▸ **Work instructions**
Every line in the data below has to be repeated exactly; no picture belongs in the result.

▸ **Supplied data**
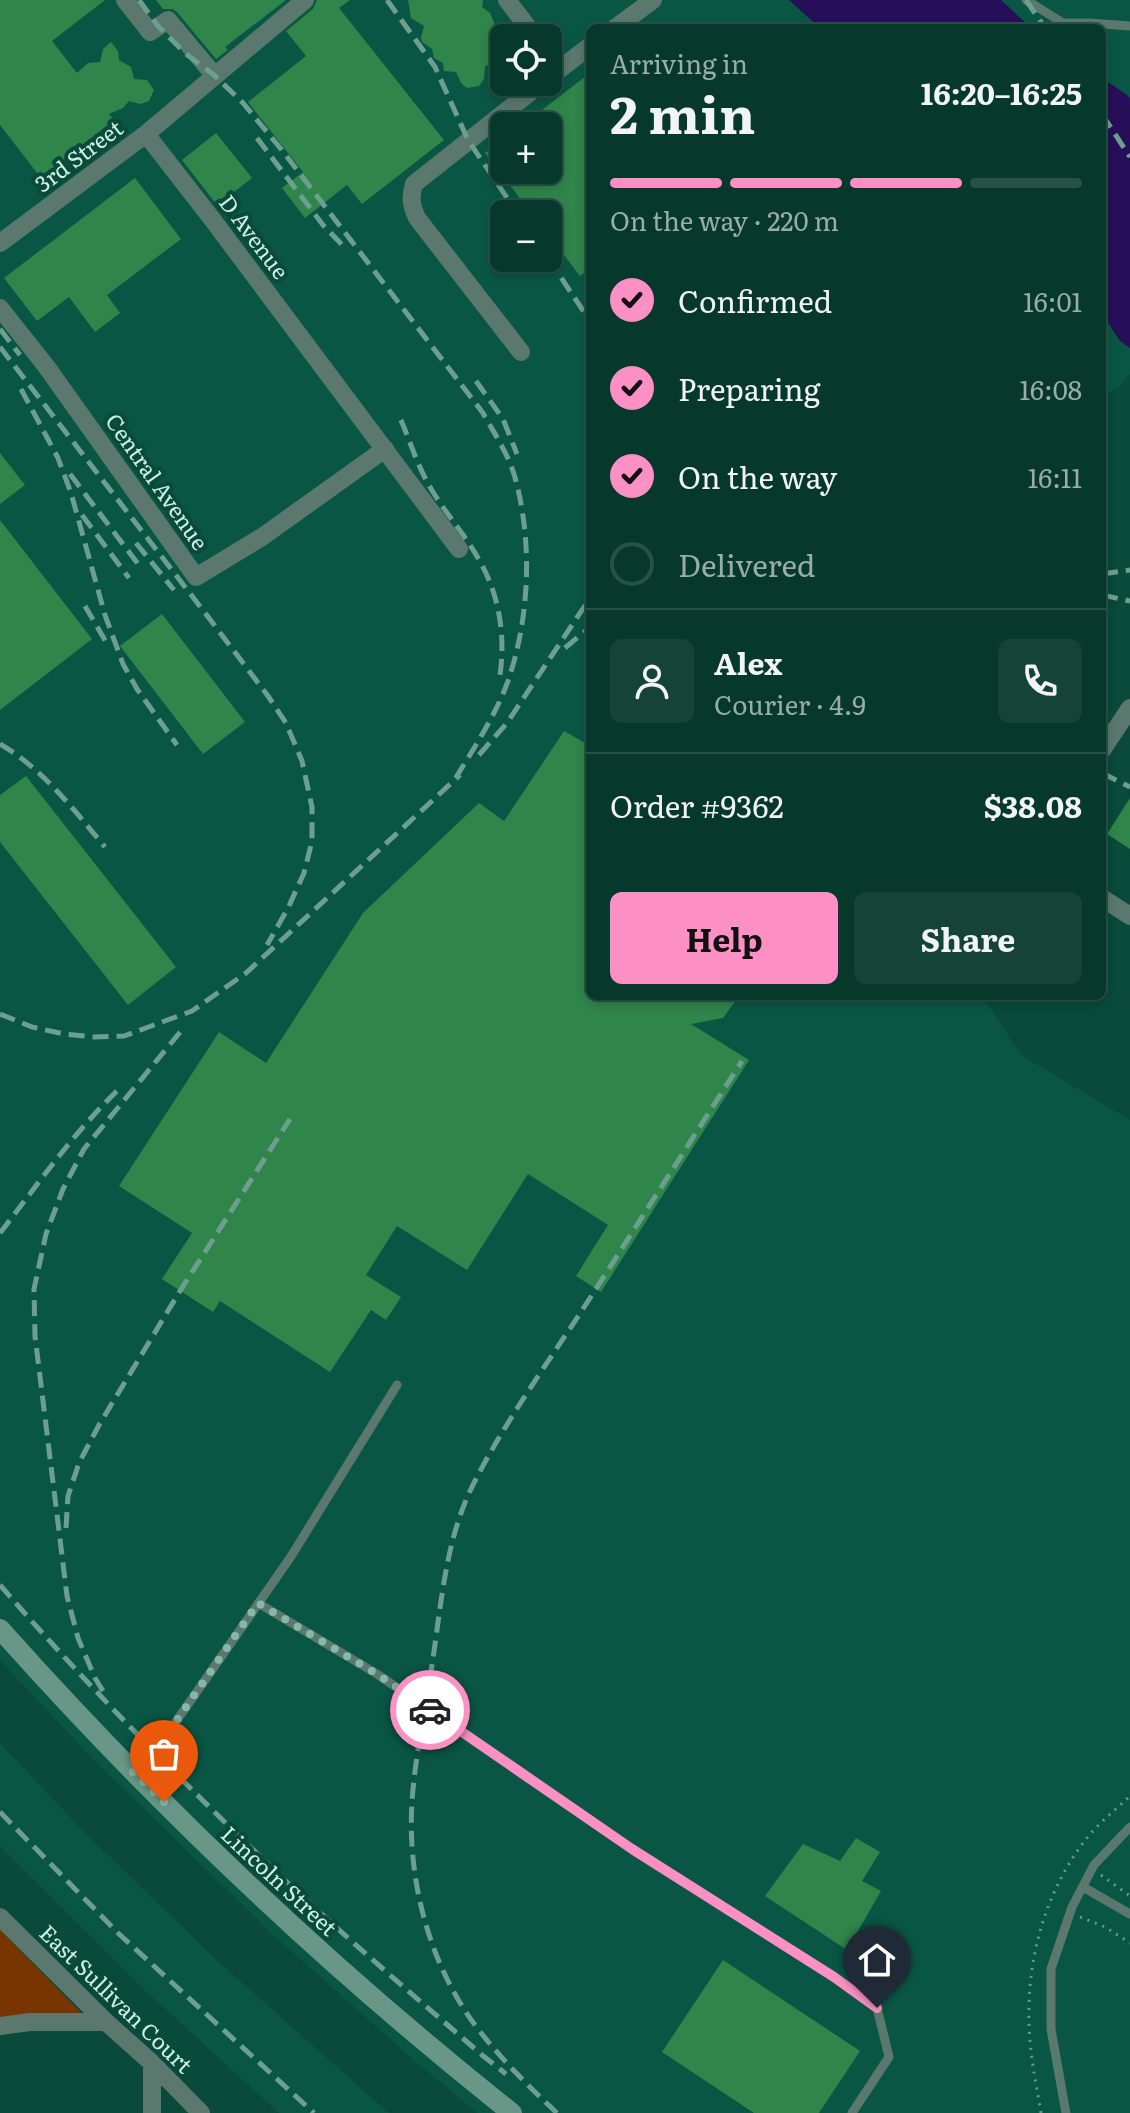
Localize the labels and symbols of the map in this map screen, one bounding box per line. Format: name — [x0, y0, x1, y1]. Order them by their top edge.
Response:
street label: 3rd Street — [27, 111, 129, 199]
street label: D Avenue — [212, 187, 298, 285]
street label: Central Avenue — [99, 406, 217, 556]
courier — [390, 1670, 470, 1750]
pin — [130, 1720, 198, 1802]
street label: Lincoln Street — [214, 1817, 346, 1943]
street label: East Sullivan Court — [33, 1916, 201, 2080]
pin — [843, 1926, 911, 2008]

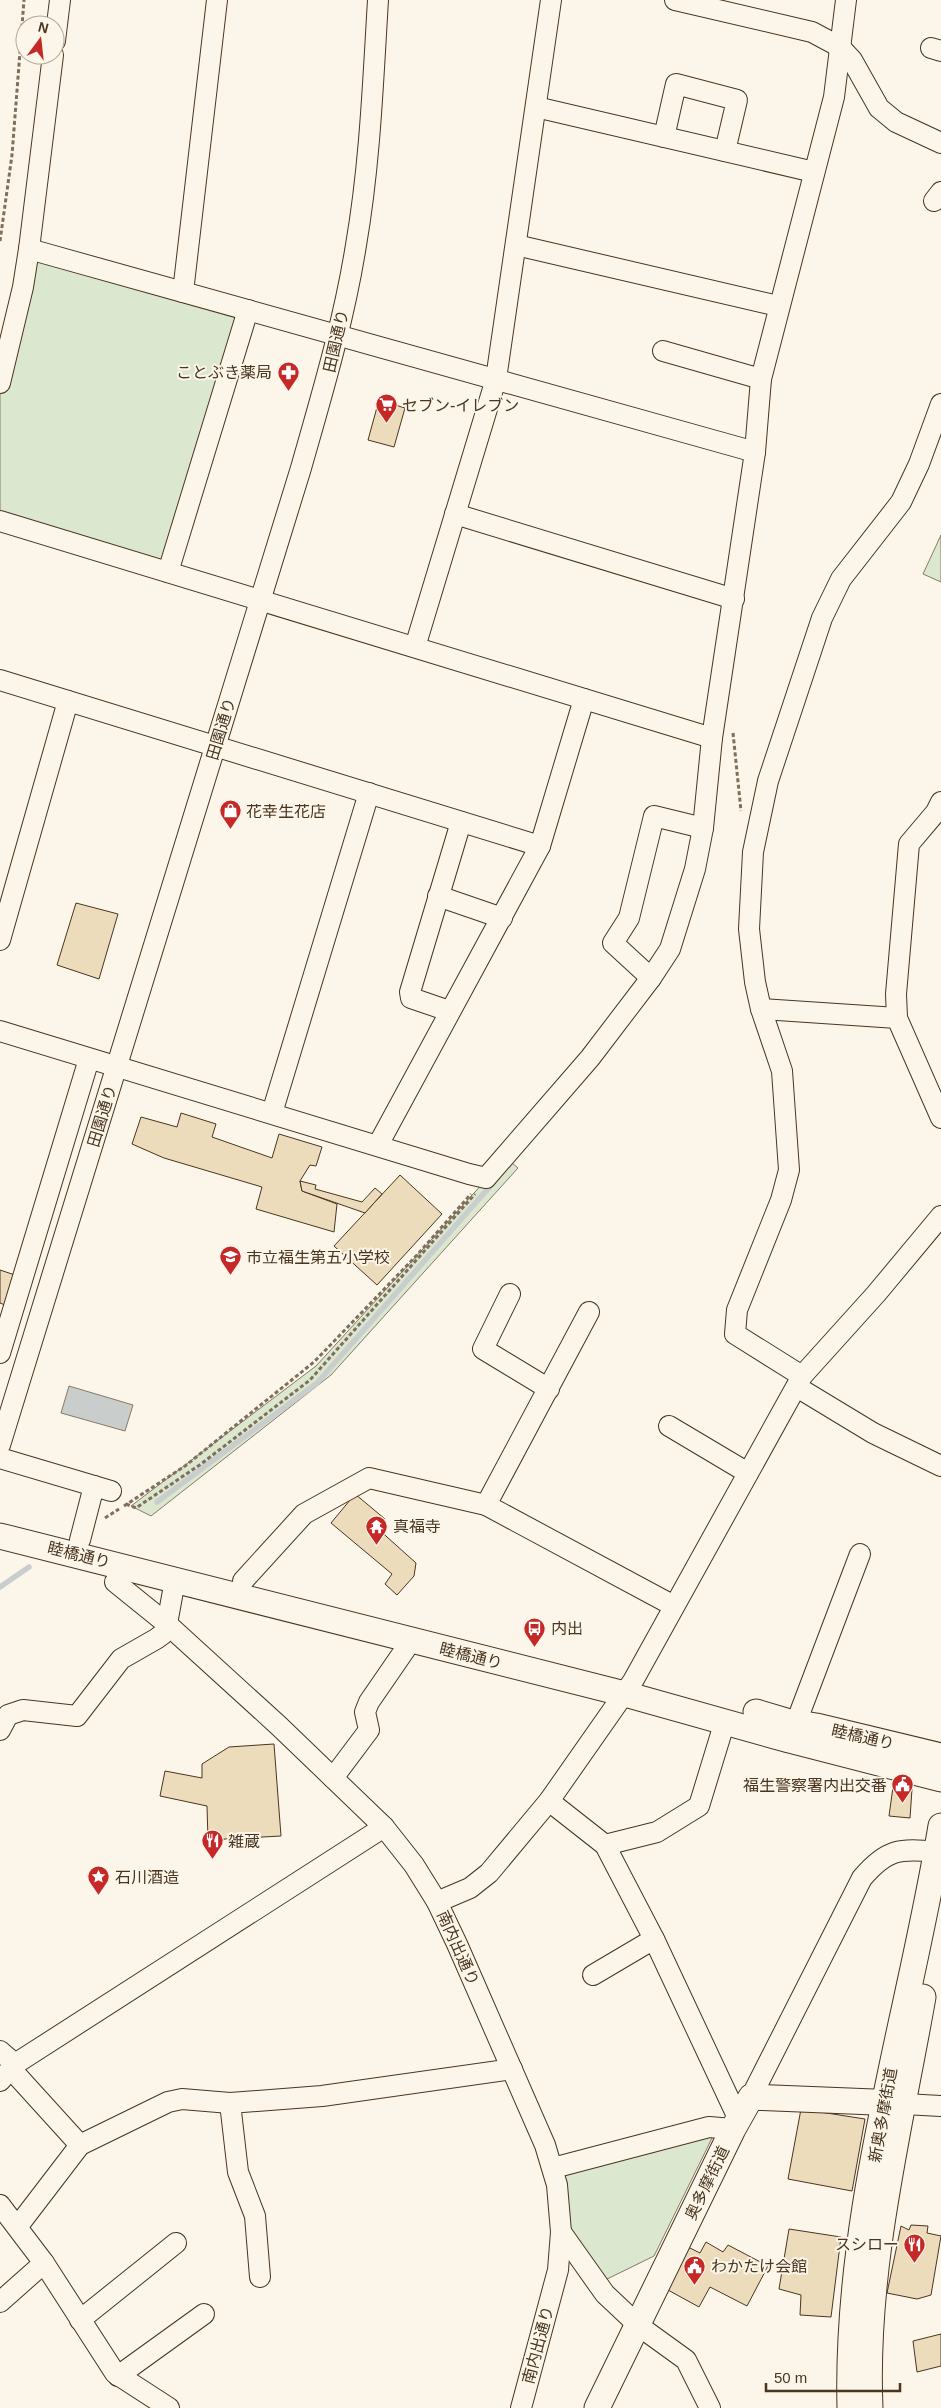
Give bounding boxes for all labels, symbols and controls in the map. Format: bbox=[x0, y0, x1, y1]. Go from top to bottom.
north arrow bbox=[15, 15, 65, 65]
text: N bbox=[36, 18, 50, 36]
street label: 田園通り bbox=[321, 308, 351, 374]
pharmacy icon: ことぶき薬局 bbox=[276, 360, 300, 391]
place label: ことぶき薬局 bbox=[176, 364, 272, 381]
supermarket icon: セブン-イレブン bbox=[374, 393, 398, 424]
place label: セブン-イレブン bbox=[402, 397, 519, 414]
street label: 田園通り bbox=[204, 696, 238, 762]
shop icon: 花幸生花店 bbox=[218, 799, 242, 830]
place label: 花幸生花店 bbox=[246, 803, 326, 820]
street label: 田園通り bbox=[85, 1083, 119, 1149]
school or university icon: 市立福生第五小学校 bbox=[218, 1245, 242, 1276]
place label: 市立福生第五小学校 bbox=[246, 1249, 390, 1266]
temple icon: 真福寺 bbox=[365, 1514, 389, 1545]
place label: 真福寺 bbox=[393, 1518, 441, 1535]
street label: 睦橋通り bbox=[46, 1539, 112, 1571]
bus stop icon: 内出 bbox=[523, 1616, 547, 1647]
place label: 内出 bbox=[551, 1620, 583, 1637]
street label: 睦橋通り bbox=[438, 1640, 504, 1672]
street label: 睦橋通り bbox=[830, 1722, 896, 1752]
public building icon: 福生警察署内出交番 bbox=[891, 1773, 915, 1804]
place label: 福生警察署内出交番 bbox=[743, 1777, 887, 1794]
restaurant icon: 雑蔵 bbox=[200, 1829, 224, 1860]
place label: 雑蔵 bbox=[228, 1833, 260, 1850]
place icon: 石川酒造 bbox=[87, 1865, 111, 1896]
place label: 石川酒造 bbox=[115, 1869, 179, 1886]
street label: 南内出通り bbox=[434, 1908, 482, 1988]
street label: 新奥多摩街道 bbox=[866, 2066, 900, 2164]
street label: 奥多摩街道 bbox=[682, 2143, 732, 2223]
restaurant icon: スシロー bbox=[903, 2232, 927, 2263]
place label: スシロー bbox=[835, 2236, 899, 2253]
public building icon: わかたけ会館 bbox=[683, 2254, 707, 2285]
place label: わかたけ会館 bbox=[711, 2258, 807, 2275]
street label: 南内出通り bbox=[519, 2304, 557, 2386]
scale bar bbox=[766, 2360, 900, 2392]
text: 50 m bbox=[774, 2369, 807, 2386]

▸ **The completed task**
Localize the labels and symbols of the map in this map screen, one bounding box per line. Format: name — [x0, y0, x1, y1]. Order them by their top edge.
Response:
street label: 3rd Street — [27, 111, 129, 199]
street label: D Avenue — [212, 187, 298, 285]
street label: Central Avenue — [99, 406, 217, 556]
courier — [390, 1670, 470, 1750]
pin — [130, 1720, 198, 1802]
street label: Lincoln Street — [214, 1817, 346, 1943]
street label: East Sullivan Court — [33, 1916, 201, 2080]
pin — [843, 1926, 911, 2008]

Give bounding boxes for all labels, symbols and controls in the map. Format: bbox=[x0, y0, x1, y1]. Go from top to bottom.
north arrow bbox=[15, 15, 65, 65]
text: N bbox=[36, 18, 50, 36]
street label: 田園通り bbox=[321, 308, 351, 374]
pharmacy icon: ことぶき薬局 bbox=[276, 360, 300, 391]
place label: ことぶき薬局 bbox=[176, 364, 272, 381]
supermarket icon: セブン-イレブン bbox=[374, 393, 398, 424]
place label: セブン-イレブン bbox=[402, 397, 519, 414]
street label: 田園通り bbox=[204, 696, 238, 762]
shop icon: 花幸生花店 bbox=[218, 799, 242, 830]
place label: 花幸生花店 bbox=[246, 803, 326, 820]
street label: 田園通り bbox=[85, 1083, 119, 1149]
school or university icon: 市立福生第五小学校 bbox=[218, 1245, 242, 1276]
place label: 市立福生第五小学校 bbox=[246, 1249, 390, 1266]
temple icon: 真福寺 bbox=[365, 1514, 389, 1545]
place label: 真福寺 bbox=[393, 1518, 441, 1535]
street label: 睦橋通り bbox=[46, 1539, 112, 1571]
bus stop icon: 内出 bbox=[523, 1616, 547, 1647]
place label: 内出 bbox=[551, 1620, 583, 1637]
street label: 睦橋通り bbox=[438, 1640, 504, 1672]
street label: 睦橋通り bbox=[830, 1722, 896, 1752]
public building icon: 福生警察署内出交番 bbox=[891, 1773, 915, 1804]
place label: 福生警察署内出交番 bbox=[743, 1777, 887, 1794]
restaurant icon: 雑蔵 bbox=[200, 1829, 224, 1860]
place label: 雑蔵 bbox=[228, 1833, 260, 1850]
place icon: 石川酒造 bbox=[87, 1865, 111, 1896]
place label: 石川酒造 bbox=[115, 1869, 179, 1886]
street label: 南内出通り bbox=[434, 1908, 482, 1988]
street label: 新奥多摩街道 bbox=[866, 2066, 900, 2164]
street label: 奥多摩街道 bbox=[682, 2143, 732, 2223]
restaurant icon: スシロー bbox=[903, 2232, 927, 2263]
place label: スシロー bbox=[835, 2236, 899, 2253]
public building icon: わかたけ会館 bbox=[683, 2254, 707, 2285]
place label: わかたけ会館 bbox=[711, 2258, 807, 2275]
street label: 南内出通り bbox=[519, 2304, 557, 2386]
scale bar bbox=[766, 2360, 900, 2392]
text: 50 m bbox=[774, 2369, 807, 2386]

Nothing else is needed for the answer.